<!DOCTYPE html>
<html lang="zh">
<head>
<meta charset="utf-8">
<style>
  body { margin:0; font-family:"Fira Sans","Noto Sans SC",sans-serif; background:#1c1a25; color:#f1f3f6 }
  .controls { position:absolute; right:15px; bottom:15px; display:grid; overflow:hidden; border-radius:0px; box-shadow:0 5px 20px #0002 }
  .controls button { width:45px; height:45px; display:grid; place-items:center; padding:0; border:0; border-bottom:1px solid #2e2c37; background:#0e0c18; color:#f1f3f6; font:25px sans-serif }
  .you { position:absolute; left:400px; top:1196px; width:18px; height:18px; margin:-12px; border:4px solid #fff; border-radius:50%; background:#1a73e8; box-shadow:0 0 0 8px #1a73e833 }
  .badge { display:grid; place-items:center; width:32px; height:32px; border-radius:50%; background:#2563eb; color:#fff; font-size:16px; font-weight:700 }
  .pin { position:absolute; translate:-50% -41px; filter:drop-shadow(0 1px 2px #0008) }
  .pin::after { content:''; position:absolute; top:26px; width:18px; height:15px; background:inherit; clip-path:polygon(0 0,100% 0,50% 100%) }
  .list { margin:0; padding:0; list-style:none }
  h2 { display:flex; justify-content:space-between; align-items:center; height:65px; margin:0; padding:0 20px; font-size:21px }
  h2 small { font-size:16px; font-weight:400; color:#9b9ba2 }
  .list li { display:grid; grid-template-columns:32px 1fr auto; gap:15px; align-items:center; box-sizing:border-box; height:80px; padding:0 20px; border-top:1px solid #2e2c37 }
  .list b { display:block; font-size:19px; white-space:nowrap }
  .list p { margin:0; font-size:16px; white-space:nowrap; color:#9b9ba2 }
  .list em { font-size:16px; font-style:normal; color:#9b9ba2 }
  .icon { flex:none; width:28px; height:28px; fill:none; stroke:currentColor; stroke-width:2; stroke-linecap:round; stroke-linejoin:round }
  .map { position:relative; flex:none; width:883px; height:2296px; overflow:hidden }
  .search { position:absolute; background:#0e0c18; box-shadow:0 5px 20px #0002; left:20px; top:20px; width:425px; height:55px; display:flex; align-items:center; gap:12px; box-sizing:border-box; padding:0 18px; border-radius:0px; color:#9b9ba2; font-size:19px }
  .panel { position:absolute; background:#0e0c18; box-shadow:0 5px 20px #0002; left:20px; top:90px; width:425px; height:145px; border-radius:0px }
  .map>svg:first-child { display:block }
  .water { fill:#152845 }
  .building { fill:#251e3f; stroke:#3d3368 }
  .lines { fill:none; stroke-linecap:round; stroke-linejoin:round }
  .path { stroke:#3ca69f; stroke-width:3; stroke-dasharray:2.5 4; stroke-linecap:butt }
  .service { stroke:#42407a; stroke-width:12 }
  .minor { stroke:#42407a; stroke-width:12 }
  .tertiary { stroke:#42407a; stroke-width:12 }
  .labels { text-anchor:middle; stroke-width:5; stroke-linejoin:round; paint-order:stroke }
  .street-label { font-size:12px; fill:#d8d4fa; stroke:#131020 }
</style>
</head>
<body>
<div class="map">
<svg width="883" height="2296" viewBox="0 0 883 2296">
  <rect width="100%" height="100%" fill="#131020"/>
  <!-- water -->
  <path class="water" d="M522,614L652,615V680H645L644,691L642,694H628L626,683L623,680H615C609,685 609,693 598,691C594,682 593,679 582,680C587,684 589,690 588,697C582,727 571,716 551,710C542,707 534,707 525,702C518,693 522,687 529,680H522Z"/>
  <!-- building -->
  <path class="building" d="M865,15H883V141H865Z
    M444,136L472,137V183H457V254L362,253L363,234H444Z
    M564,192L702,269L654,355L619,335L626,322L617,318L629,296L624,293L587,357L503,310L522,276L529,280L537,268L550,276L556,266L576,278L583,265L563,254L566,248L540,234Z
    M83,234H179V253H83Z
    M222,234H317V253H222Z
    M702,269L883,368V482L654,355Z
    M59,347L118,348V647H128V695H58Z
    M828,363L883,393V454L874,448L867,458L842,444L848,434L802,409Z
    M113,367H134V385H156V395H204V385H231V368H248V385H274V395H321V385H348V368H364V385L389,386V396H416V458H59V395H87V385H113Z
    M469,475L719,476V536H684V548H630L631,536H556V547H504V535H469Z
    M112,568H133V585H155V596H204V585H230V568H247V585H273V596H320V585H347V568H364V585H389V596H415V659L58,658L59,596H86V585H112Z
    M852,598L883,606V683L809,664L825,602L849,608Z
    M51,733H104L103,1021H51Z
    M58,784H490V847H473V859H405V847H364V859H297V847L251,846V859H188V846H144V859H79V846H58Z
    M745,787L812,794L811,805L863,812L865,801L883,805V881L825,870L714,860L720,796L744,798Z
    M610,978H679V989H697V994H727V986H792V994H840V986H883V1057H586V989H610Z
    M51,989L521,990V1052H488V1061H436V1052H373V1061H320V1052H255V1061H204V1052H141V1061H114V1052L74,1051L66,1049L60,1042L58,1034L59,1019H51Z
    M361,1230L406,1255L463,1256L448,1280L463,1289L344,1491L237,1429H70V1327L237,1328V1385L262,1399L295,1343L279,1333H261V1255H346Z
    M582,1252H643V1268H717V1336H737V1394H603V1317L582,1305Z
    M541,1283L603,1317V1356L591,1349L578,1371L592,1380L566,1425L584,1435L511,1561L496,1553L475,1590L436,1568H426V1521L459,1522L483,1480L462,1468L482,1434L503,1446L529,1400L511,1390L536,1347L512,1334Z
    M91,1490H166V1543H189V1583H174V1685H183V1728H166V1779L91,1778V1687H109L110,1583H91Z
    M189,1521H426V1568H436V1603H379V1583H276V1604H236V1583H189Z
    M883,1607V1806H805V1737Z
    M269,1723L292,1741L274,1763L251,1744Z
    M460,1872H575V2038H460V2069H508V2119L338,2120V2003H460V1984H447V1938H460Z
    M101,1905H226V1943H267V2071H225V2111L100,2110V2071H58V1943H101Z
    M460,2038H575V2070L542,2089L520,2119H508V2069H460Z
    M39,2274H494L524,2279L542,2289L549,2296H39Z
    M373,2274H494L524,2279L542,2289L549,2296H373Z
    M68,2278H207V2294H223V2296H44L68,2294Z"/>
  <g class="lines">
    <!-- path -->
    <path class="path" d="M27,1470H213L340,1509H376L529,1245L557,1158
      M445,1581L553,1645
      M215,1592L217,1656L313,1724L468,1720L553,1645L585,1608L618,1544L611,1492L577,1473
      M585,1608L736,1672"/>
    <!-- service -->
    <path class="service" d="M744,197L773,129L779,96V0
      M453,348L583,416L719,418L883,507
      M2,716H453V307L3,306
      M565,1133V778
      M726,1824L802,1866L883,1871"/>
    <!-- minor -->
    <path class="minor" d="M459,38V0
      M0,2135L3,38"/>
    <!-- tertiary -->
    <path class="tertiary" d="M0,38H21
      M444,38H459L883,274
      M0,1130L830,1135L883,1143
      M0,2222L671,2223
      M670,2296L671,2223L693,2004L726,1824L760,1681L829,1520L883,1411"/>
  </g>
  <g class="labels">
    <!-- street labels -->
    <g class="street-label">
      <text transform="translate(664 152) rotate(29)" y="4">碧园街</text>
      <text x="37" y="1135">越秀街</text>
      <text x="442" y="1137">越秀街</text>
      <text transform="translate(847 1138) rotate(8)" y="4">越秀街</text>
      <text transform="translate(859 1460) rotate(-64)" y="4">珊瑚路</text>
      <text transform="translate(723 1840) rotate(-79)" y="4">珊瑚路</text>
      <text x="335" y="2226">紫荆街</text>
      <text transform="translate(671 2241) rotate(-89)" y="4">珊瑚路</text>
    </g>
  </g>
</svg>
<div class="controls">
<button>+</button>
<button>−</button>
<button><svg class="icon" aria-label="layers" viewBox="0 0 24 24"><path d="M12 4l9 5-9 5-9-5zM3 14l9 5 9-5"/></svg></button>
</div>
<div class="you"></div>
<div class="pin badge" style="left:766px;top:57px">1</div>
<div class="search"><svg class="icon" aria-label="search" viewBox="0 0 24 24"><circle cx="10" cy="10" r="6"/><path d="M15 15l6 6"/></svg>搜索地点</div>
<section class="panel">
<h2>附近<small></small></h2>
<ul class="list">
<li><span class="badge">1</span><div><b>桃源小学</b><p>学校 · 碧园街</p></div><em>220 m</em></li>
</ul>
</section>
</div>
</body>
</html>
────────────────────────────────────────
* Exercise instructions *
State only how many lines above contain "linejoin".

* Exercise result *
3